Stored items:
• • • •

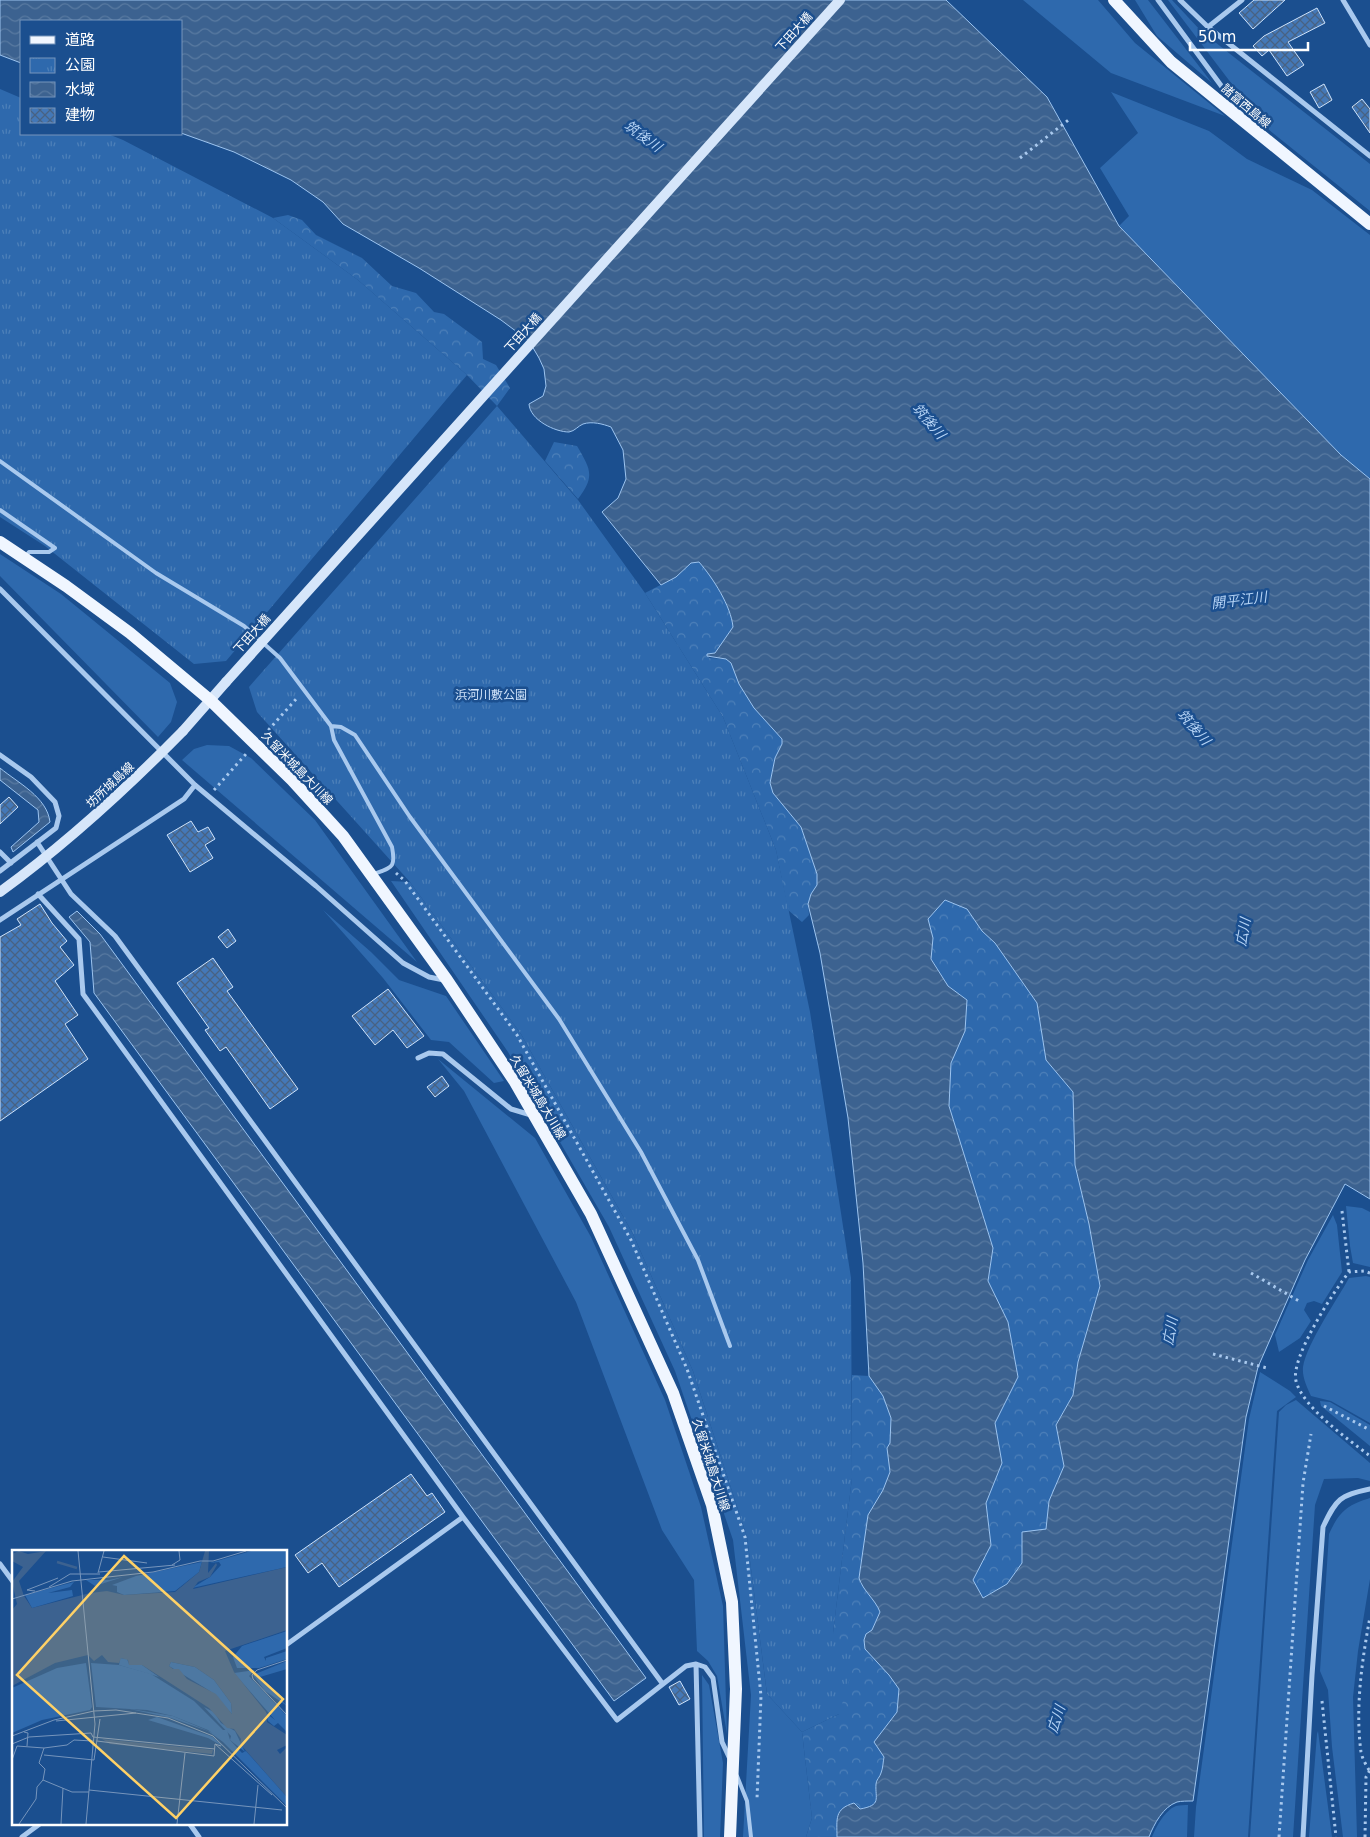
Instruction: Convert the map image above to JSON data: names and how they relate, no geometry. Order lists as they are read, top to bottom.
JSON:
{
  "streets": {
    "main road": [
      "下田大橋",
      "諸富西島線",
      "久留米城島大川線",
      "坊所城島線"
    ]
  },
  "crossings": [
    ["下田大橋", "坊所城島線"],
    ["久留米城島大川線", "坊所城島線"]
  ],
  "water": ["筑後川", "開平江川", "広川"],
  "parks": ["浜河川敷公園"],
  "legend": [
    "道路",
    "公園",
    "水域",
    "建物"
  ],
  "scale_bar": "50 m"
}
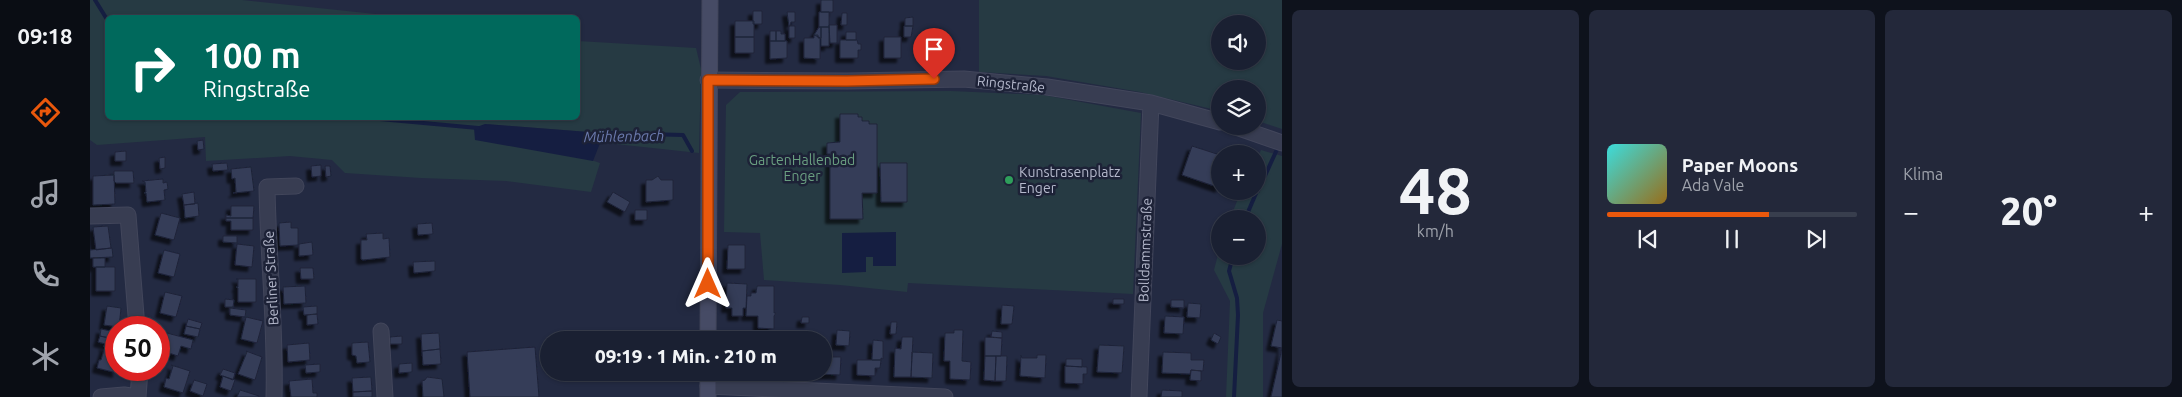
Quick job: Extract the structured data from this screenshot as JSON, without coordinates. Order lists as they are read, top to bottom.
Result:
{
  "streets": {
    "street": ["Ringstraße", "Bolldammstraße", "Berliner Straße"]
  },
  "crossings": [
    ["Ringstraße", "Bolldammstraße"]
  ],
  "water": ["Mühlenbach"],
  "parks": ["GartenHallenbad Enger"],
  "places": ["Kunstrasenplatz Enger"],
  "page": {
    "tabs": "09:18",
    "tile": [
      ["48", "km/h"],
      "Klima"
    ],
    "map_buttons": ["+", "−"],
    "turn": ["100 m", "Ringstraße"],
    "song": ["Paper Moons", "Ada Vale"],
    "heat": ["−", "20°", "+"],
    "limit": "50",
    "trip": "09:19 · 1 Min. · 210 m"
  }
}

• • • •

[WORK REQUEST]:
Pictures do not go in the copy; print every entry exactly as it stands.

[WRITTEN RESPONSE]:
Instruction: Convert the map image above to JSON data: names and how they relate, no geometry. Order lists as they are read, top to bottom.
JSON:
{
  "streets": {
    "main road": [
      "下田大橋",
      "諸富西島線",
      "久留米城島大川線",
      "坊所城島線"
    ]
  },
  "crossings": [
    ["下田大橋", "坊所城島線"],
    ["久留米城島大川線", "坊所城島線"]
  ],
  "water": ["筑後川", "開平江川", "広川"],
  "parks": ["浜河川敷公園"],
  "legend": [
    "道路",
    "公園",
    "水域",
    "建物"
  ],
  "scale_bar": "50 m"
}
Quick job: Extract the structured data from this screenshot as JSON, without coordinates. Order lists as they are read, top to bottom.
Result:
{
  "streets": {
    "street": ["Ringstraße", "Bolldammstraße", "Berliner Straße"]
  },
  "crossings": [
    ["Ringstraße", "Bolldammstraße"]
  ],
  "water": ["Mühlenbach"],
  "parks": ["GartenHallenbad Enger"],
  "places": ["Kunstrasenplatz Enger"],
  "page": {
    "tabs": "09:18",
    "tile": [
      ["48", "km/h"],
      "Klima"
    ],
    "map_buttons": ["+", "−"],
    "turn": ["100 m", "Ringstraße"],
    "song": ["Paper Moons", "Ada Vale"],
    "heat": ["−", "20°", "+"],
    "limit": "50",
    "trip": "09:19 · 1 Min. · 210 m"
  }
}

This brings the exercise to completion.